EXERCISE AIM:
Print back every record below, exactly as it stands.

*** Begin section ***

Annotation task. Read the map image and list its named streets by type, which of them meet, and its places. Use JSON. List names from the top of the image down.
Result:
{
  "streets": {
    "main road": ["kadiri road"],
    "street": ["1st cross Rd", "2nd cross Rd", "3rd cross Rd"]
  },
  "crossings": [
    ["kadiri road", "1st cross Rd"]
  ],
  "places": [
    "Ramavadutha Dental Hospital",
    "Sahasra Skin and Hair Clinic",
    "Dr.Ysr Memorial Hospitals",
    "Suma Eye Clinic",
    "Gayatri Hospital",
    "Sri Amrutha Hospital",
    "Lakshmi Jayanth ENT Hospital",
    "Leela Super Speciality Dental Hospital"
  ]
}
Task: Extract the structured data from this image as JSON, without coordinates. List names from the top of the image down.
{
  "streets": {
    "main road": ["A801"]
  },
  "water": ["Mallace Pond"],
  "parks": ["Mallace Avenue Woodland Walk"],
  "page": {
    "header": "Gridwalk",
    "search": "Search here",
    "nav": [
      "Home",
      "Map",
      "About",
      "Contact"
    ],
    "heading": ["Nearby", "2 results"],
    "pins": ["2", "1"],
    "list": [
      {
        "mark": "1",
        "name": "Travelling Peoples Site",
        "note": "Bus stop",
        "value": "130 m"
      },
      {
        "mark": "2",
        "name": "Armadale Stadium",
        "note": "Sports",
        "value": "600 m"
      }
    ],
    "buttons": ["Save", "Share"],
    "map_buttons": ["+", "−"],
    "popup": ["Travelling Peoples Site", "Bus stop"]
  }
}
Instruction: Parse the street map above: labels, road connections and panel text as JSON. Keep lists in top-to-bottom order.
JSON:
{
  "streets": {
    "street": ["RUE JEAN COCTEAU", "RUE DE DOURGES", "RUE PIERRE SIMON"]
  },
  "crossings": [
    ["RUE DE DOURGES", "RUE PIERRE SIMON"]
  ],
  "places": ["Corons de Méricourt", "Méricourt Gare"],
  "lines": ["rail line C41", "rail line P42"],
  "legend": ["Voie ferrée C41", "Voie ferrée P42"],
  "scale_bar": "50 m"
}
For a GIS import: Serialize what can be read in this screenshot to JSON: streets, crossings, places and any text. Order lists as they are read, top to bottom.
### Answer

*** End section ***

OUTPUT:
Annotation task. Read the map image and list its named streets by type, which of them meet, and its places. Use JSON. List names from the top of the image down.
Result:
{
  "streets": {
    "main road": ["kadiri road"],
    "street": ["1st cross Rd", "2nd cross Rd", "3rd cross Rd"]
  },
  "crossings": [
    ["kadiri road", "1st cross Rd"]
  ],
  "places": [
    "Ramavadutha Dental Hospital",
    "Sahasra Skin and Hair Clinic",
    "Dr.Ysr Memorial Hospitals",
    "Suma Eye Clinic",
    "Gayatri Hospital",
    "Sri Amrutha Hospital",
    "Lakshmi Jayanth ENT Hospital",
    "Leela Super Speciality Dental Hospital"
  ]
}
Task: Extract the structured data from this image as JSON, without coordinates. List names from the top of the image down.
{
  "streets": {
    "main road": ["A801"]
  },
  "water": ["Mallace Pond"],
  "parks": ["Mallace Avenue Woodland Walk"],
  "page": {
    "header": "Gridwalk",
    "search": "Search here",
    "nav": [
      "Home",
      "Map",
      "About",
      "Contact"
    ],
    "heading": ["Nearby", "2 results"],
    "pins": ["2", "1"],
    "list": [
      {
        "mark": "1",
        "name": "Travelling Peoples Site",
        "note": "Bus stop",
        "value": "130 m"
      },
      {
        "mark": "2",
        "name": "Armadale Stadium",
        "note": "Sports",
        "value": "600 m"
      }
    ],
    "buttons": ["Save", "Share"],
    "map_buttons": ["+", "−"],
    "popup": ["Travelling Peoples Site", "Bus stop"]
  }
}
Instruction: Parse the street map above: labels, road connections and panel text as JSON. Keep lists in top-to-bottom order.
JSON:
{
  "streets": {
    "street": ["RUE JEAN COCTEAU", "RUE DE DOURGES", "RUE PIERRE SIMON"]
  },
  "crossings": [
    ["RUE DE DOURGES", "RUE PIERRE SIMON"]
  ],
  "places": ["Corons de Méricourt", "Méricourt Gare"],
  "lines": ["rail line C41", "rail line P42"],
  "legend": ["Voie ferrée C41", "Voie ferrée P42"],
  "scale_bar": "50 m"
}
For a GIS import: Serialize what can be read in this screenshot to JSON: streets, crossings, places and any text. Order lists as they are read, top to bottom.
### Answer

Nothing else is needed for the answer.